Activity: Every line of the entries below from the one containing "Annotation task. Parse" to the one containing "Task: What data", both ends included, must be written out exactly. No other line belongs in the answer.

Dataset entries:
━━━━━━━━━━━━━━━━━━━━

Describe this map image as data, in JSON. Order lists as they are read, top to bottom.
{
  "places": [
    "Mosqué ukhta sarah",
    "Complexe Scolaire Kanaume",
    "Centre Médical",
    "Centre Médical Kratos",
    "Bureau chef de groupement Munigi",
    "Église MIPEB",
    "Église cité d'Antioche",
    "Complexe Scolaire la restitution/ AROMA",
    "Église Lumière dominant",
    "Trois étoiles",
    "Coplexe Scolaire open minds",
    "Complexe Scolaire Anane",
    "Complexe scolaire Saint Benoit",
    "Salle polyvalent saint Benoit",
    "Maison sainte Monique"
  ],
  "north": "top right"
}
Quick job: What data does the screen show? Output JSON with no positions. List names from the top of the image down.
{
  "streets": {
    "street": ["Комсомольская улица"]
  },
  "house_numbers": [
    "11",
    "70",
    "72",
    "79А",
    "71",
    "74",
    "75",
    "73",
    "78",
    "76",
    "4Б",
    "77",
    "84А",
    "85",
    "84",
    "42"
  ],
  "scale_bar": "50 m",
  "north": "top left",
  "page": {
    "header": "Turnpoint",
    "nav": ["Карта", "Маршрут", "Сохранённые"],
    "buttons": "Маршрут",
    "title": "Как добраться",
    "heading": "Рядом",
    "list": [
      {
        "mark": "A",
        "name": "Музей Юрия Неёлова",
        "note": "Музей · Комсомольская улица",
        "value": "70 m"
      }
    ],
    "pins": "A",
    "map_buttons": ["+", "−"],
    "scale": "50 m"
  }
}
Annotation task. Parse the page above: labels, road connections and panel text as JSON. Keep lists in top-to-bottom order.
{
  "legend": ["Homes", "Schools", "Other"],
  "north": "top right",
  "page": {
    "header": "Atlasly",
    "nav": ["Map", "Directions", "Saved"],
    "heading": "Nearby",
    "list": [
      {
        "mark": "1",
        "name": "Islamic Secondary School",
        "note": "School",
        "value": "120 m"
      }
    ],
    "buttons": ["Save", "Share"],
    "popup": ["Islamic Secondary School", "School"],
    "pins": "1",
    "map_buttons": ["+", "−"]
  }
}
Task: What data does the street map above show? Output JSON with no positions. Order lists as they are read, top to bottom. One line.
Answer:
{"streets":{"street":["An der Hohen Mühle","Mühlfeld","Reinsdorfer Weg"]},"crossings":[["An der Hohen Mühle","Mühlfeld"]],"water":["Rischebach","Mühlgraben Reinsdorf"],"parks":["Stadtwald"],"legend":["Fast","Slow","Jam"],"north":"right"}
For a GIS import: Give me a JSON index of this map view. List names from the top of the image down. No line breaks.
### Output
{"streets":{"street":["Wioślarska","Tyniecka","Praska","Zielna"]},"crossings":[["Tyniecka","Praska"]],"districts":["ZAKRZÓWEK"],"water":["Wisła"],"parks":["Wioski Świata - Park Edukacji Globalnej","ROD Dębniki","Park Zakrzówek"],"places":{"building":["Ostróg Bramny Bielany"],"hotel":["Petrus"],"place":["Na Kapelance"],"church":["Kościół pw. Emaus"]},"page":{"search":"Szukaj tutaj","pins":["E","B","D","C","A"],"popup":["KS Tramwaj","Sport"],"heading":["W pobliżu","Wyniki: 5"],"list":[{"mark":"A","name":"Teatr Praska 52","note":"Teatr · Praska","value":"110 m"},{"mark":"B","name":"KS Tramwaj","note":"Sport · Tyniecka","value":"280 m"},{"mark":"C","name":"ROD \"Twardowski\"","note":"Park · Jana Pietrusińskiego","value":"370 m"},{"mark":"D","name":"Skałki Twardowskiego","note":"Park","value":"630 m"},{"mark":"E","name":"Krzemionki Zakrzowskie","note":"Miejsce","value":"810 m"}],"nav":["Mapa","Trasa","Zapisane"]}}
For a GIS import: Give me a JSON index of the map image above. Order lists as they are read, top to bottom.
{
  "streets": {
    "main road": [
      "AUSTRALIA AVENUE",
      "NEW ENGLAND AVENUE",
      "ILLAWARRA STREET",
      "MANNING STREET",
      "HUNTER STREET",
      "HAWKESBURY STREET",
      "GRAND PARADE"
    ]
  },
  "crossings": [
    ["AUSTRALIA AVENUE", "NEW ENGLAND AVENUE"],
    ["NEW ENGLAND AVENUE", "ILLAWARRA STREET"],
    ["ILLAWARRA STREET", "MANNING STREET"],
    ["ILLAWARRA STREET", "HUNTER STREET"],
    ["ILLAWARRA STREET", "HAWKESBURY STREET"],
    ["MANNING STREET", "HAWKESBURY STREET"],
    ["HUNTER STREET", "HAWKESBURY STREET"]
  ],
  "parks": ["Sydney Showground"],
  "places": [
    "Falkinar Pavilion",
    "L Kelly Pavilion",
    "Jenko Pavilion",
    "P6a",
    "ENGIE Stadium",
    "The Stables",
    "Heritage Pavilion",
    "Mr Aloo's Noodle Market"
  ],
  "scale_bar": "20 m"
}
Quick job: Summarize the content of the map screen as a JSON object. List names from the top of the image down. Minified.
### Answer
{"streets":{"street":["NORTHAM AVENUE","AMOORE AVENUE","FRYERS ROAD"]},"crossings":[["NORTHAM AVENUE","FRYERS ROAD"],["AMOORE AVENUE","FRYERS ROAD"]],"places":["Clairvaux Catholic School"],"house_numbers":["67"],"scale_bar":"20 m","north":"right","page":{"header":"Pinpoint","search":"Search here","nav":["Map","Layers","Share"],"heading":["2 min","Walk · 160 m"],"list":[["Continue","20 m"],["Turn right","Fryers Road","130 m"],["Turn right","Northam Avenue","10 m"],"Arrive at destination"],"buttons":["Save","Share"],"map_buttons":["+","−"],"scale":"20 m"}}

━━━━━━━━━━━━━━━━━━━━

Expected answer:
Annotation task. Parse the page above: labels, road connections and panel text as JSON. Keep lists in top-to-bottom order.
{
  "legend": ["Homes", "Schools", "Other"],
  "north": "top right",
  "page": {
    "header": "Atlasly",
    "nav": ["Map", "Directions", "Saved"],
    "heading": "Nearby",
    "list": [
      {
        "mark": "1",
        "name": "Islamic Secondary School",
        "note": "School",
        "value": "120 m"
      }
    ],
    "buttons": ["Save", "Share"],
    "popup": ["Islamic Secondary School", "School"],
    "pins": "1",
    "map_buttons": ["+", "−"]
  }
}
Task: What data does the street map above show? Output JSON with no positions. Order lists as they are read, top to bottom. One line.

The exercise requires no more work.